== TASK REQUIREMENTS ==
For the word "elements", state how many lines below contain it. Give no other text.

========

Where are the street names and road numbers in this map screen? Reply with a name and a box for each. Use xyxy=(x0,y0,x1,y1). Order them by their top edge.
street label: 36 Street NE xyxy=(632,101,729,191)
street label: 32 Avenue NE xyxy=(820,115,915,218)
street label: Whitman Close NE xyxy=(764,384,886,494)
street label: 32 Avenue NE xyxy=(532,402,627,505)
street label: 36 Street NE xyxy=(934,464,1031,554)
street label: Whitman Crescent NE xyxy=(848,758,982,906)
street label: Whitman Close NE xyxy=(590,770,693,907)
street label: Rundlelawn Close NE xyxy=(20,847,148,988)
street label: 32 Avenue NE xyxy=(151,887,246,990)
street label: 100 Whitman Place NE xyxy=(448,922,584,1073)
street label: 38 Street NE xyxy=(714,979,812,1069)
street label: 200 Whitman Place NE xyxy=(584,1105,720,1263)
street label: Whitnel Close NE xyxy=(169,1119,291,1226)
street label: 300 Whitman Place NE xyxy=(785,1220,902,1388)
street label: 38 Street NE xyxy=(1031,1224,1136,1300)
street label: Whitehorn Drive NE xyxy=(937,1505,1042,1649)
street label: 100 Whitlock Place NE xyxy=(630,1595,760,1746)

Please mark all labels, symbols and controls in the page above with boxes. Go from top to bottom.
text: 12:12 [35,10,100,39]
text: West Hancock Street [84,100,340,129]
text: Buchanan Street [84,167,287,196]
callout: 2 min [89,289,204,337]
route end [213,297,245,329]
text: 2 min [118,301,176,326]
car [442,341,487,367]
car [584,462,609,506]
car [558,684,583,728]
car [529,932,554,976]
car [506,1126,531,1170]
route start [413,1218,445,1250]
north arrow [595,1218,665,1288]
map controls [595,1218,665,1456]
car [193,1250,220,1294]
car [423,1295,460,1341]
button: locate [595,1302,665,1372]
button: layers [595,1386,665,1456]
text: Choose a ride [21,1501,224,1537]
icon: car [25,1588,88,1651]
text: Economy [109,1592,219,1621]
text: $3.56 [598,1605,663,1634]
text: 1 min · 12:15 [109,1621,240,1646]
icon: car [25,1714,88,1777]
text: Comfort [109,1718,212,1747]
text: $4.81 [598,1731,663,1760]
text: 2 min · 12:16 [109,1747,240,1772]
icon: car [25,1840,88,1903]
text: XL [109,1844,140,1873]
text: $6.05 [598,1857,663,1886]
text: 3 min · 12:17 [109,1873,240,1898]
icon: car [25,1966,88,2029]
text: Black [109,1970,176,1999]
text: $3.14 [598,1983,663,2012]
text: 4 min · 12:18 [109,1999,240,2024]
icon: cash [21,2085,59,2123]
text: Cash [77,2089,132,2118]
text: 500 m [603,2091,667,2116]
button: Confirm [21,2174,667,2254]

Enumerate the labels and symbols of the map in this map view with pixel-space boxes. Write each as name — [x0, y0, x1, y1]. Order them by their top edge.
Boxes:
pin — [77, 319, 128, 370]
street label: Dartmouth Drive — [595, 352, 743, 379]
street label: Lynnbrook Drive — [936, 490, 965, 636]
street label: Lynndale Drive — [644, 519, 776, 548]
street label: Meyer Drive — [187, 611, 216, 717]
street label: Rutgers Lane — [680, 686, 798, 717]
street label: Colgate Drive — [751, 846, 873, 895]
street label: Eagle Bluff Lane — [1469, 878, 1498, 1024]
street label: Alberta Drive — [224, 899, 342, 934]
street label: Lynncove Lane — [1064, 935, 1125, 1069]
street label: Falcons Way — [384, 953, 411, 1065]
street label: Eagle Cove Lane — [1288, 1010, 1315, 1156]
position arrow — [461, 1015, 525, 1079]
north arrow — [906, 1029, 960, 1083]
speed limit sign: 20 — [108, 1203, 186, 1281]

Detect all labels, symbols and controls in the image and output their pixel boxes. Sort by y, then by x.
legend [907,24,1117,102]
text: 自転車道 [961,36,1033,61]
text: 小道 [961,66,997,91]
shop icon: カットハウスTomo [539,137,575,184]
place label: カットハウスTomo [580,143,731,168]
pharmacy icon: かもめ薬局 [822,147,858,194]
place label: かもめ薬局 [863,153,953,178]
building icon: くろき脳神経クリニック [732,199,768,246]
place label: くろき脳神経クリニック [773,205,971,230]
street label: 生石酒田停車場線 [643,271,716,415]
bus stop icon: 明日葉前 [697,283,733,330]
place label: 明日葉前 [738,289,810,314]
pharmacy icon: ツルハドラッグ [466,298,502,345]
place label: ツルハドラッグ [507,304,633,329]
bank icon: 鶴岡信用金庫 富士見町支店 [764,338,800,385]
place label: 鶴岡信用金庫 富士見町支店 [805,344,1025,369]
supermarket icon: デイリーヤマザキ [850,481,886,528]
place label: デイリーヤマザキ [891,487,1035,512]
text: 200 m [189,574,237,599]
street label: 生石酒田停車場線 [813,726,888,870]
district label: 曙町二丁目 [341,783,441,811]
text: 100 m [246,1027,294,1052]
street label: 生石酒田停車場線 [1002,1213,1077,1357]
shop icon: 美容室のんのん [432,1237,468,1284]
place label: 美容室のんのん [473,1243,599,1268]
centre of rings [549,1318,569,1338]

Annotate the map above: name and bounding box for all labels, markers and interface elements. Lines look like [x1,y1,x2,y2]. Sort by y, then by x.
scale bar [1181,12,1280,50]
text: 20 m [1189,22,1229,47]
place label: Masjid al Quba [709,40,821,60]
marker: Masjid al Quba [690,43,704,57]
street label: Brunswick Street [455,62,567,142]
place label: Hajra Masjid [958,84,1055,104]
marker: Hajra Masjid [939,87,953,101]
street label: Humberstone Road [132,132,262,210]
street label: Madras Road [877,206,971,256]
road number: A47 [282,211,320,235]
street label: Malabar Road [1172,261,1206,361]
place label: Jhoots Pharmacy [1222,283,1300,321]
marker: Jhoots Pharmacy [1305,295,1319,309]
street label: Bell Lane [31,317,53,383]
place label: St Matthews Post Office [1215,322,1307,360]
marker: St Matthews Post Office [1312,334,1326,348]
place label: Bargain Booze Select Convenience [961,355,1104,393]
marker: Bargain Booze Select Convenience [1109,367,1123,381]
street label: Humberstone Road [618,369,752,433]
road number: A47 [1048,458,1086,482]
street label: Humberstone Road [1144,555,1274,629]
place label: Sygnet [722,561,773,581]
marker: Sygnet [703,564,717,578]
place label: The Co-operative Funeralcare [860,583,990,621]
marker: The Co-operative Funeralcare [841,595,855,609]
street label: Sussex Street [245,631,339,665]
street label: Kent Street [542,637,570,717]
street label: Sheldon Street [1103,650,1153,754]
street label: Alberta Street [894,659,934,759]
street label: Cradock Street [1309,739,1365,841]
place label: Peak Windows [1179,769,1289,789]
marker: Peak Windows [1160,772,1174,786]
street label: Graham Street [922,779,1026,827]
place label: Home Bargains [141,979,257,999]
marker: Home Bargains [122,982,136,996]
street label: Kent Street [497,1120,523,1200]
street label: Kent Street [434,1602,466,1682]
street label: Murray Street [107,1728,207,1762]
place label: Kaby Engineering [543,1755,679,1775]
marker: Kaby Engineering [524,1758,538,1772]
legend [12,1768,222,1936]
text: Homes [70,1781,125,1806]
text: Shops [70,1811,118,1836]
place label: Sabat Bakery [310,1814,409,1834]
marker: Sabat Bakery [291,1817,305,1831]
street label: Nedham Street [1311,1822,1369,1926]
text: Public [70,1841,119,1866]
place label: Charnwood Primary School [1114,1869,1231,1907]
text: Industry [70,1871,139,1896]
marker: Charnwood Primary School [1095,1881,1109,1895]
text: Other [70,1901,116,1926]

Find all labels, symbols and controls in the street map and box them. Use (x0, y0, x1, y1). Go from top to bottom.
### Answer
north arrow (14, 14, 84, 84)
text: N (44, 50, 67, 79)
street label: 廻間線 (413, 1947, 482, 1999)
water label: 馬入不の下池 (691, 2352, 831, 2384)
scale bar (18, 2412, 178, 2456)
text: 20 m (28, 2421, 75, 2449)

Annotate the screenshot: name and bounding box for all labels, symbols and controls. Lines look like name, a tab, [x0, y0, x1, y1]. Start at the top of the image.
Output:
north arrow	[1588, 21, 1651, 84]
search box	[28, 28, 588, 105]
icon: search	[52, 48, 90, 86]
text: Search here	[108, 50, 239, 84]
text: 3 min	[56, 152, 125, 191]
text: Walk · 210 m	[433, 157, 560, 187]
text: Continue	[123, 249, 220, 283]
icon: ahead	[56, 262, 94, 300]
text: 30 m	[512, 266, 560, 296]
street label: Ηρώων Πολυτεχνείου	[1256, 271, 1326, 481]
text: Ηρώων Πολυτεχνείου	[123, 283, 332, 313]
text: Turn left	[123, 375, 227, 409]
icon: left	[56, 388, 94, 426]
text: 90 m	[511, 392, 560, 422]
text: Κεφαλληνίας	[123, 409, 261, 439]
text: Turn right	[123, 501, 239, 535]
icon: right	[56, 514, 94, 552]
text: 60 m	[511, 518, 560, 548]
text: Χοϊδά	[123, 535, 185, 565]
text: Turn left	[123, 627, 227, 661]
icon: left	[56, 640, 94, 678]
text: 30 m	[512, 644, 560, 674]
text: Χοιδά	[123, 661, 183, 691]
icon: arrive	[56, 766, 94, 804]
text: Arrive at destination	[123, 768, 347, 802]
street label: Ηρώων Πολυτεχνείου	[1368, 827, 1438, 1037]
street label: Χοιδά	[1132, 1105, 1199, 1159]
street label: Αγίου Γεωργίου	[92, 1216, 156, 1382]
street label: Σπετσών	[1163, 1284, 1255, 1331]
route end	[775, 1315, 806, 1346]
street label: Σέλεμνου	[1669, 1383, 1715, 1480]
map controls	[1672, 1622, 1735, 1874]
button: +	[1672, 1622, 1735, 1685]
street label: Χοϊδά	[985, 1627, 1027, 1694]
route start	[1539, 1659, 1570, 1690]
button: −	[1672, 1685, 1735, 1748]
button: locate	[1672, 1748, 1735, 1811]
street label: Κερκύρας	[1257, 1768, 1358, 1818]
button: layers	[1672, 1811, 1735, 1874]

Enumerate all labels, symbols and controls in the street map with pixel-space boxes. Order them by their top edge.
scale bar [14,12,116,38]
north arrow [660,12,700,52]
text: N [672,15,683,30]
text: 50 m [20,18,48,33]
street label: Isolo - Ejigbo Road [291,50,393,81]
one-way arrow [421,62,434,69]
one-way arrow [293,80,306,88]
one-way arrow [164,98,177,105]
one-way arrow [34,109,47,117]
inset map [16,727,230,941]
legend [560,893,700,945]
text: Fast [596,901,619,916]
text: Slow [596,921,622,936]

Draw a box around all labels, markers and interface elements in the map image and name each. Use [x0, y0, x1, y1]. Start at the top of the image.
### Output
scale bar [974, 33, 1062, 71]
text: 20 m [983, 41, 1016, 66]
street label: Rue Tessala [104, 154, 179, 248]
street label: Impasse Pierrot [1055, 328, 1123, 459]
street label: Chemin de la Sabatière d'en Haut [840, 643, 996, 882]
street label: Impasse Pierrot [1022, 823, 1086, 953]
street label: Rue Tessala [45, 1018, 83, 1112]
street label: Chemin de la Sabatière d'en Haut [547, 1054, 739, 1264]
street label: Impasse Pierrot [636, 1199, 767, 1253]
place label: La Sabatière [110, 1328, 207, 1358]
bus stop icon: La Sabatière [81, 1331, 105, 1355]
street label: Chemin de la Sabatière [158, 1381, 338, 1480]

========

== FINISHED EXERCISE ==
2